Tabada: Not a ghost story

Unlike the rest of the country, Cebu City will keep cemeteries open to fully vaccinated individuals during the “kalag-kalag” days of Nov. 1 and 2.

Defying the national government may make waves in the political realm. For souls, the closure of cemeteries is not an issue. There is no quarantining the dead.

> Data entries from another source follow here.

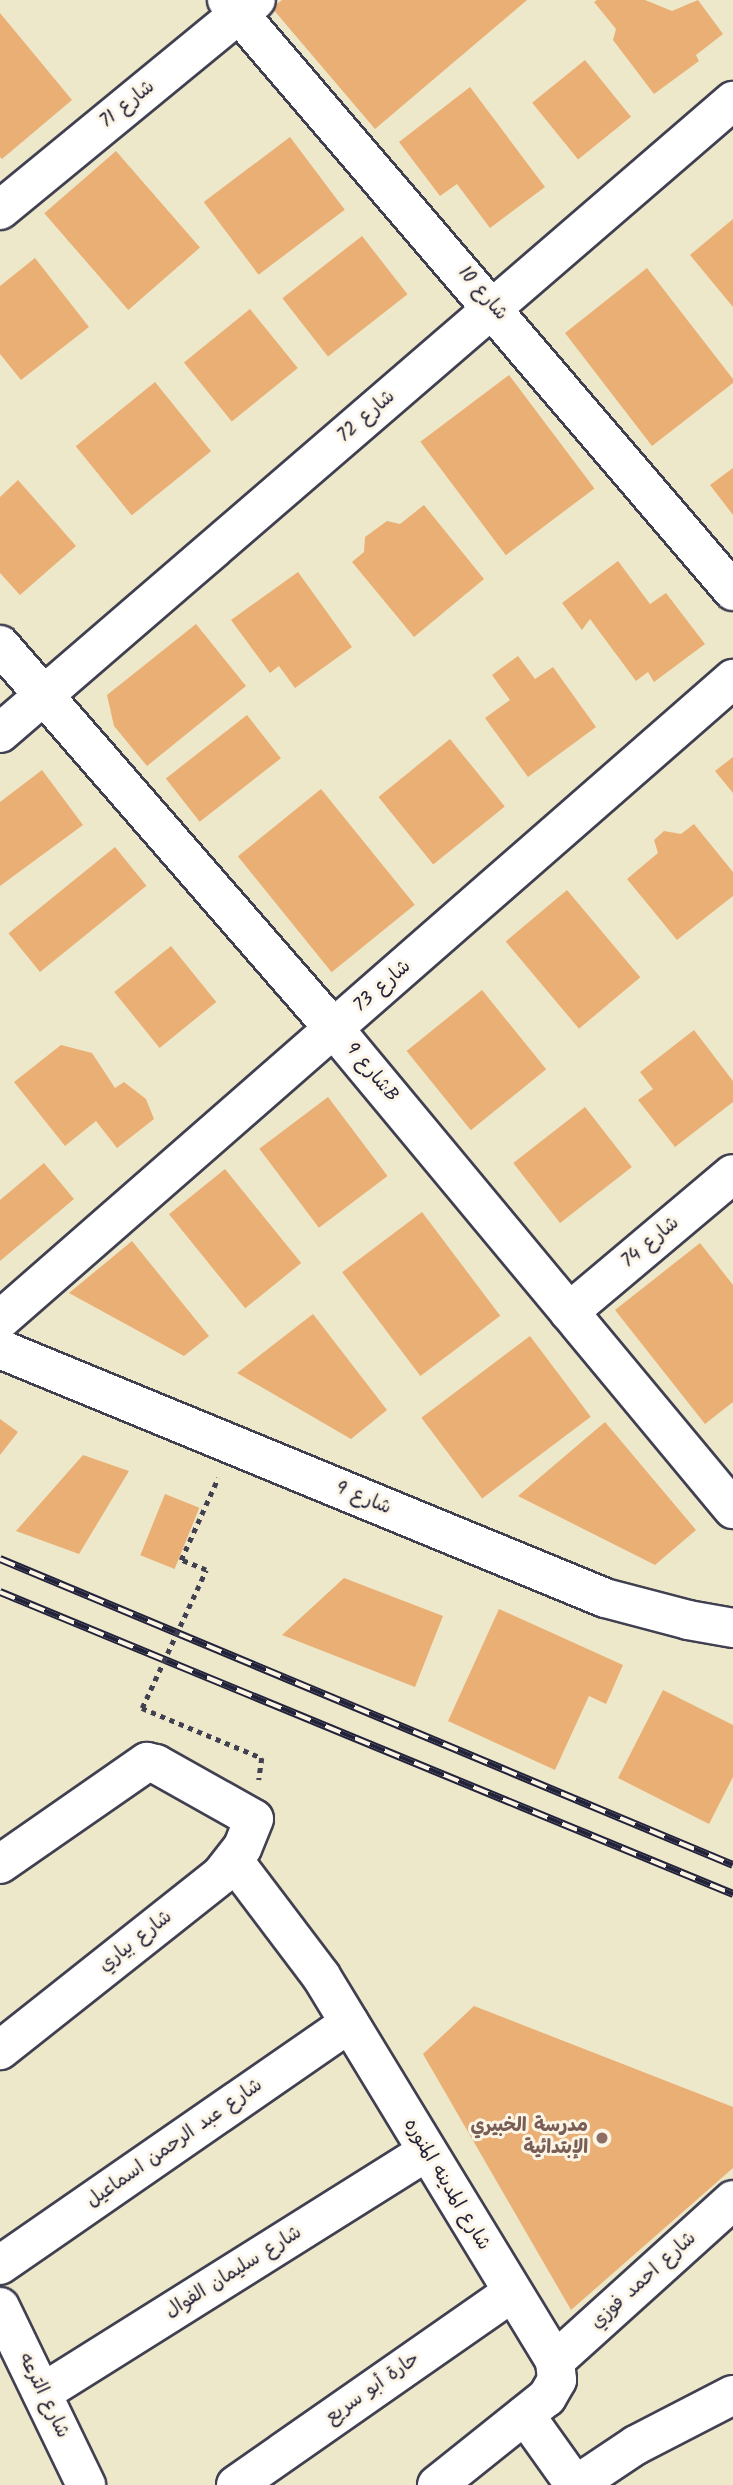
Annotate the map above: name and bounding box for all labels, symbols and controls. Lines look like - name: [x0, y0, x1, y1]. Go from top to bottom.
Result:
- street label: شارع 71: [96, 76, 160, 134]
- street label: شارع 10: [452, 262, 512, 326]
- street label: شارع 72: [334, 386, 400, 448]
- street label: شارع 73: [350, 956, 416, 1018]
- street label: شارع 9B: [340, 1039, 402, 1107]
- street label: شارع 74: [618, 1212, 684, 1274]
- street label: شارع 9: [332, 1478, 394, 1520]
- street label: شارع بياري: [95, 1906, 177, 1978]
- street label: شارع عبد الرحمن اسماعيل: [83, 2075, 267, 2213]
- street label: شارع المدينه المنوره: [398, 2115, 494, 2255]
- place label: مدرسة الخبيري الإبتدائية: [471, 2116, 588, 2160]
- marker: مدرسة الخبيري الإبتدائية: [594, 2130, 610, 2146]
- street label: شارع سليمان الفوال: [162, 2222, 306, 2324]
- street label: شارع احمد فوزي: [586, 2228, 702, 2334]
- street label: حارة أبو سريع: [321, 2348, 425, 2430]
- street label: شارع الترعه: [13, 2350, 73, 2442]

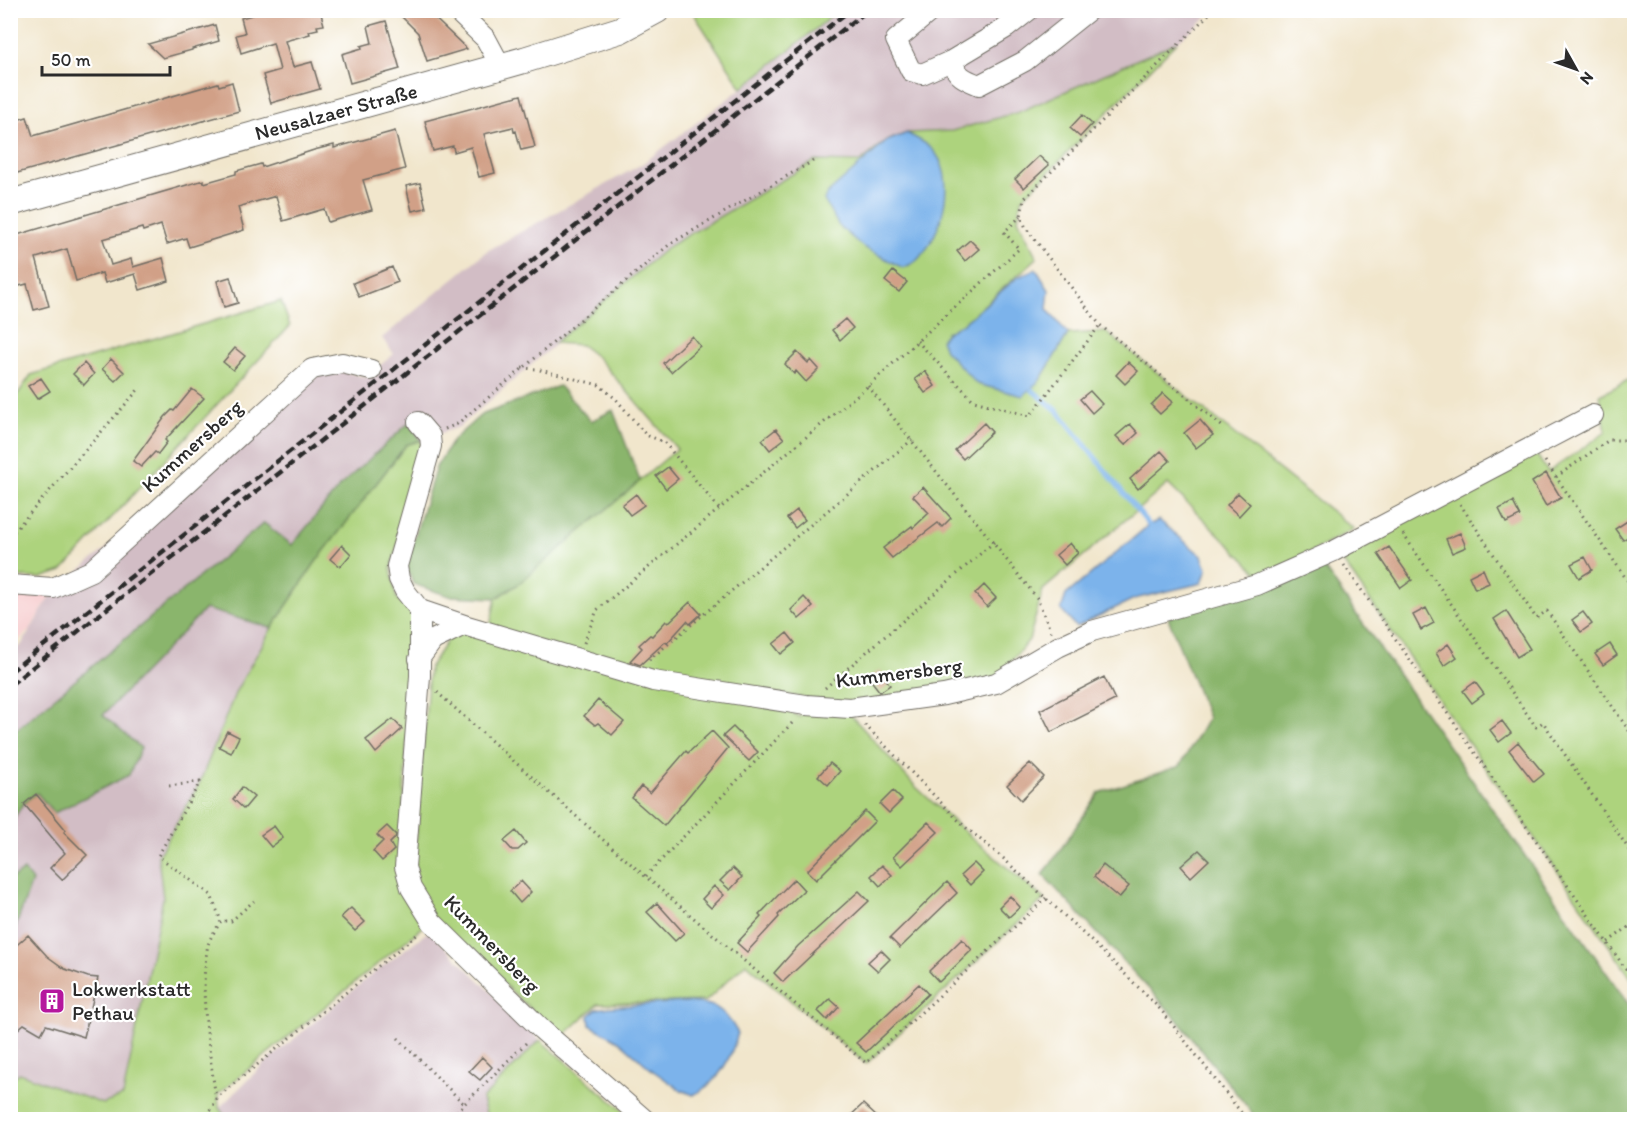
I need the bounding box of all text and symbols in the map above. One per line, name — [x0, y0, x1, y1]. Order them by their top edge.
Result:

Clay covers of secondary burial jars from pre-Hispanic times feature two human figures in a boat, the rear figure rowing. A museum curator told me that the ancient Filipinos believed that after death liberates the soul from its corporeal casing, the immortal continues to the destination it has been journeying in its lifetimes.

Raised as a Catholic, I believe Jesus will return and judge the living and the dead. Meanwhile, the dead are not in crypts and columbaria but among the living.

A few nights ago, a flickering bulb brought back a nearly forgotten memory. It was near midnight when I cleared my work and switched off the lights at home, one by one.

Downstairs, the flickering light bouncing from the toilet broke the dark into intermittent shards that hurt the eyes. Even more strangely, the set of bulbs that automatically shut down in power fluctuations all worked except for the one in the toilet.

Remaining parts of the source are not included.